Sent from my ALCATEL_one_touch_988 using Ohub Campfire mobile app


----------



## [email protected]

fr3db3ar said:


> Consider them like dogs. Last year's whelp would be full grown size wise.
> 
> 
> Gestation is 63 days +- so that should put them out in April/May.


They know when the fawns are dropping!!!! Shrubby


Posted using Outdoor Hub Campfire


----------



## Jager Pro

junkman said:


> Probly not,By the time you bred the wild out of it you would have a dog.Russia tried it years ago with fox farms to get a fox that was easier to handle.What they ended up with was essentually a dog.Random color paterns and dog like behavior.


I saw a news video on YouTube of a family who had a full pet coyote (wasn't a coydog), it acted just like a house dog. But I'm sure that's an exception and not the rule.


----------



## FREEPOP

I've talked to a few people that have raised them and they said that you cannot trust them. I really hope those people on Youtube wake up before that young girl gets hurt.


----------



## e4nate

I caught 2 pups once after we dug out the dirt pile they were denned in. They were about the size of my sister Chihuahua at the time, but much more aggressive even at that young age. They went after me, and the Chihuahua when I put them in his pen in the yard. Needless to say, they did not become pets.


----------



## Wolverick

I have raised foxes and reds bite like crazy, even when bottle feed from birth. You can handle them but you have to grab them right or it`s bite city! I was told coyotes are the same way. Arctic foxes on the other hand are calm and don`t insist on biting. They are a lot more like dogs. In fact mine (I`ve had them too) followed me around the yard just like a puppy and made a very good pets. 

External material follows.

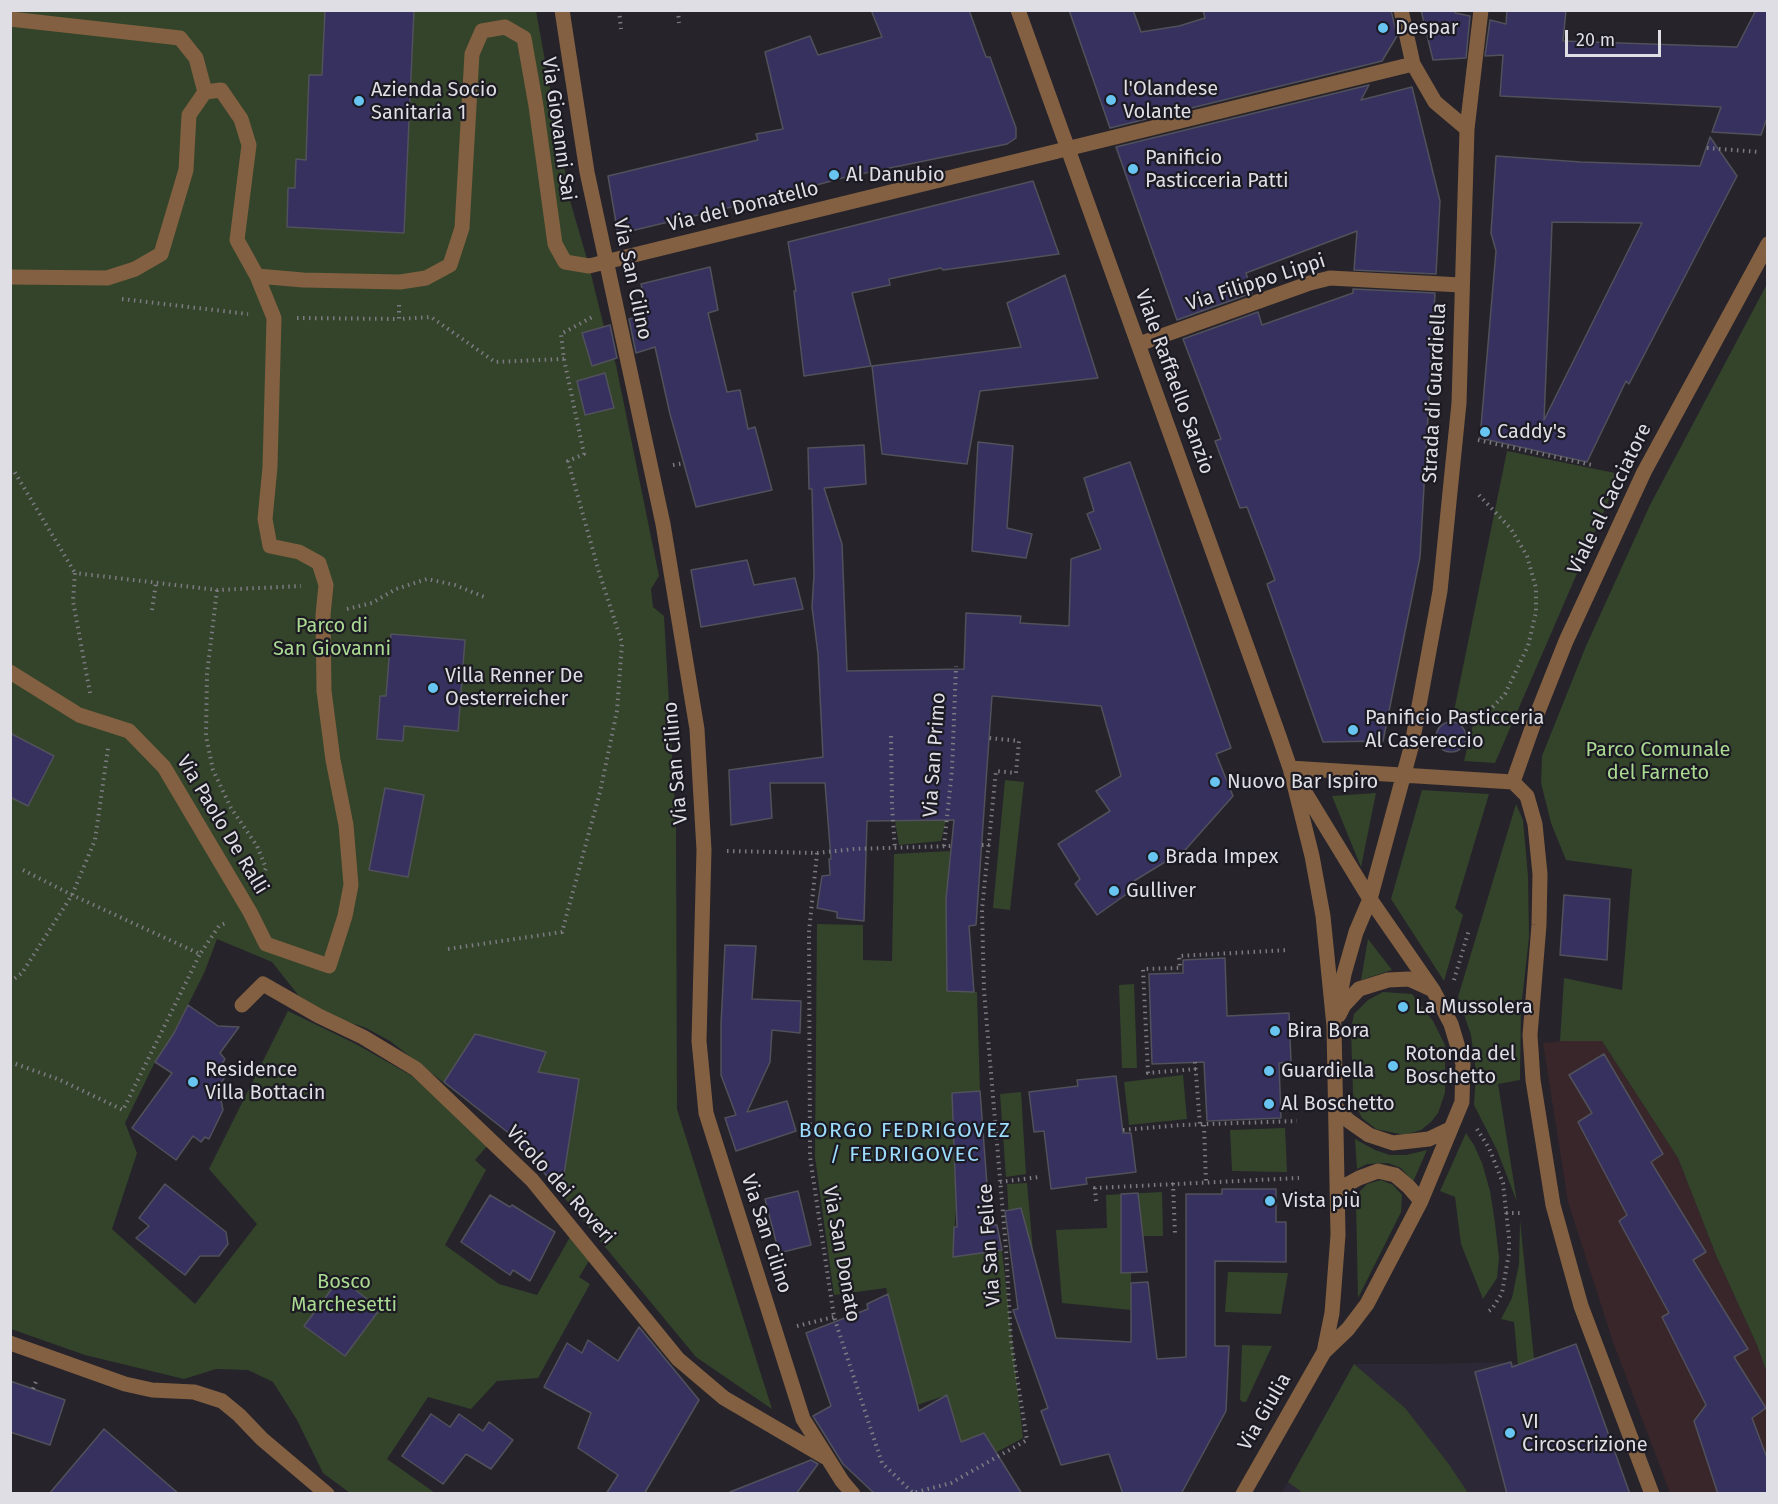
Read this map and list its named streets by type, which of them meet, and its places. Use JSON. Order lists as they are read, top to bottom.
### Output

Keep in mind though that a pet red may bite but he is not out to kill you. It`s just how they relate to their world.


----------



## Padilen

Hasn't man mutated enough of Gods creatures? Let's leave wild wild and be content with all the domesticated animals we have.
Wildlife rehabilitation is good. We don't need exotic/wild animals to be cool. Let's enjoy the surprise of coming across one in its natural habitat. 
I'm in my 50's we never saw real wild bald eagles as a kid. I get a thrill every time I see one, now.Which is often.


----------



## 68w

A female solider in my unit had one for about a year. It was very high strung and had a lot of energy. Was fine with the cat. Her roommate was a vet or so thin and brought him home.


----------



## DEDGOOSE

THere is a den on one property we turkey hunt, twice now we have seen pups sitting around the den.. They are not scared and one time we got down on our knees and made kissing noises and such and a couple came to about 5 feet..


----------



## WAUB-MUKWA

Jager Pro said:


> So when do Coyotes have pups? I'm guessing it can't be until spring/early summer. How big would a dog born last year be right now? The reason I'm asking is because I saw one on the side of the road this morning while driving and was surprised by how small he was. I saw one in my back yard earlier this winter during January and he was huge in comparison. A bad winter could make your average yote skinnier I guess, but there was a pretty significant height difference.


The pups are born after 2 months or so. They would just be born about now. The yearling yote pups are a little smaller than the adults, but a yearling wolf comes close to looking like a coyote. A wolf pup on the other hand cannot be mistaken for a coyote. It's all legs like a lab or retriever.


----------



## don

Jager Pro said:


> So when do Coyotes have pups? I'm guessing it can't be until spring/early summer. How big would a dog born last year be right now? The reason I'm asking is because I saw one on the side of the road this morning while driving and was surprised by how small he was. I saw one in my back yard earlier this winter during January and he was huge in comparison. A bad winter could make your average yote skinnier I guess, but there was a pretty significant height difference.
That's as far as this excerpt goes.